Written by an instructor who helped pioneer America's #1 university game development program at USC, this guide illuminates the basic tenets of game design and presents a detailed, project-based introduction to game prototyping and development, using both paper and the Unity game engine.
Jeremy Gibson presents prototyping as a core game design skill (much as sketching is a core artist's skill), taking a straightforward, commonsense approach that has been refined over many years of teaching beginners. Throughout, you're encouraged to experiment on your own, and to discover that most problems have multiple solutions.
Gibson first introduces general game design concepts, including game mechanics, design approaches, methodologies for analyzing games, and the math and probabilistic foundations of many games. Next, he explores basic programming concepts that are nearly identical across most modern languages (e.g., variables, functions, classes, arrays, loops, and conditionals.
Then, in the heart of the book, Gibson presents eight hands-on game prototyping tutorials, each delving into specific prototyping and programming skills. These modular tutorials cover games ranging from block puzzles to first-person shooters, 2D platformer to physics puzzles. Each tutorial chapter ends with optional exercises that encourage you to enhance the games you've already constructed, and learn more skills for launching your own original projects.
To support new developers, Gibson also presents a simple C# reference that makes this language far easier to learn and use -- whether you're writing games or anything else.
Synopsis
Learn Game Design, Prototyping, and Programming with Today’s Leading Tools: Unity™ and C#
Award-winning game designer and professor Jeremy Gibson has spent the last decade teaching game design and working as an independent game developer. Over the years, his most successful students have always been those who effectively combined game design theory, concrete rapid-prototyping practices, and programming skills.

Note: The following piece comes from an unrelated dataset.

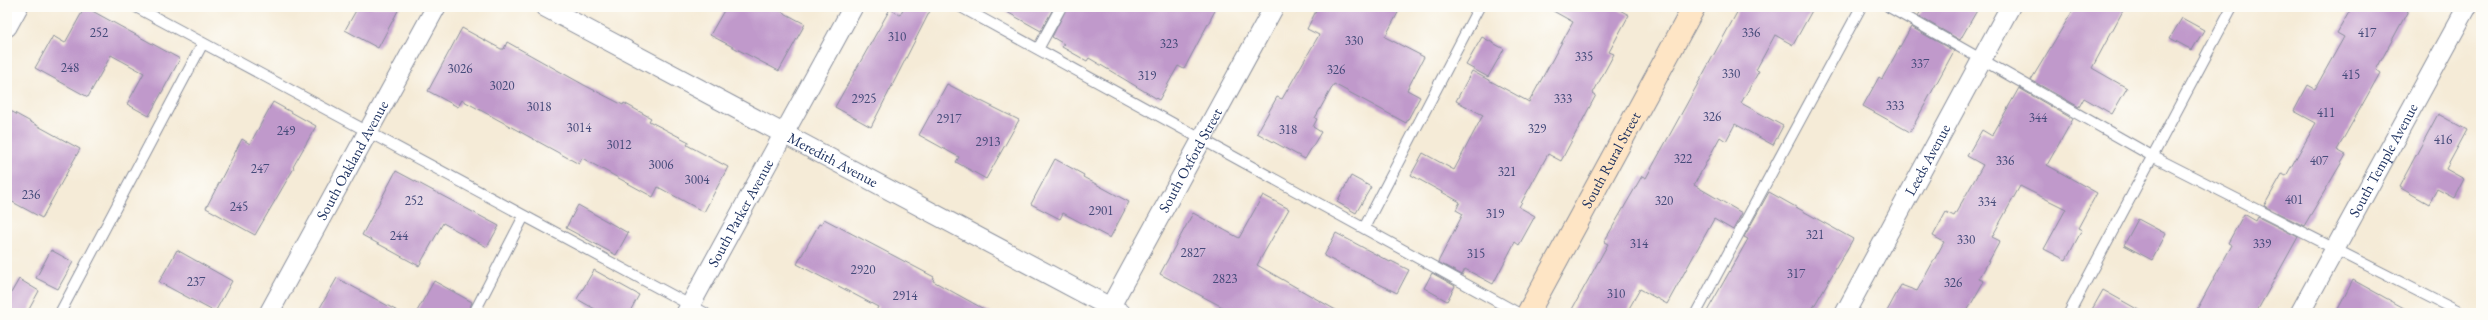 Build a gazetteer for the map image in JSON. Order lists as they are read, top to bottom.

Introduction to Game Design, Prototyping, and Development is the first time that all three of these disciplines have been brought together into a single book. It is a distillation of everything that Gibson has learned teaching hundreds of game designers and developers in his years at the #1 university games program in North America. It fully integrates the disciplines of game design and computer programming and helps you master the crucial practice of iterative prototyping using Unity. As the top game engine for cross-platform game development, Unity allows you to write a game once and deliver it to everything from Windows, OS X, and Linux applications to webpages and all of the most popular mobile platforms.
If you want to develop games, you need strong experience with modern best practices and professional tools. There’s no substitute. There’s no shortcut. But you can get what you need in this book.
COVERAGE INCLUDES
- In-depth tutorials for eight different game prototypes
- Developing new game design concepts
- Moving quickly from design concepts to working digital prototypes
- Improving your designs through rapid iteration
- Playtesting your games and interpreting the feedback that you receive
- Tuning games to get the right “game balance” and “game feel”
- Developing with Unity, today’s best engine for independent game development
- Learning C# the right way
- Using Agile and Scrum to efficiently organize your game design and development process
- Debugging your game code
- Getting into the highly competitive, fast-changing game industry
About the Author
About the Instructors
Colleen Macklin is a game designer and an Associate Professor in the school of Art, Media and Technology at Parsons The New School for Design, where she has been teaching interaction and game design for over 20 years. Macklin is also founder and co-director of PETLab (Prototyping Education and Technology Lab), a lab that develops games for experimental learning and social engagement. PETLab projects include disaster preparedness games and sports with the Red Cross, the urban activist game Re:Activism and the physical/fiscal sport Budgetball. PETLab has also published game design curricula for the Boys & Girls Club. She is a member of the game design collective Local No. 12, best known for their social card game, the Metagame. Her work has been shown at Come Out and Play, UCLA ArtSci Center, The Whitney Museum for American Art and Creative Time.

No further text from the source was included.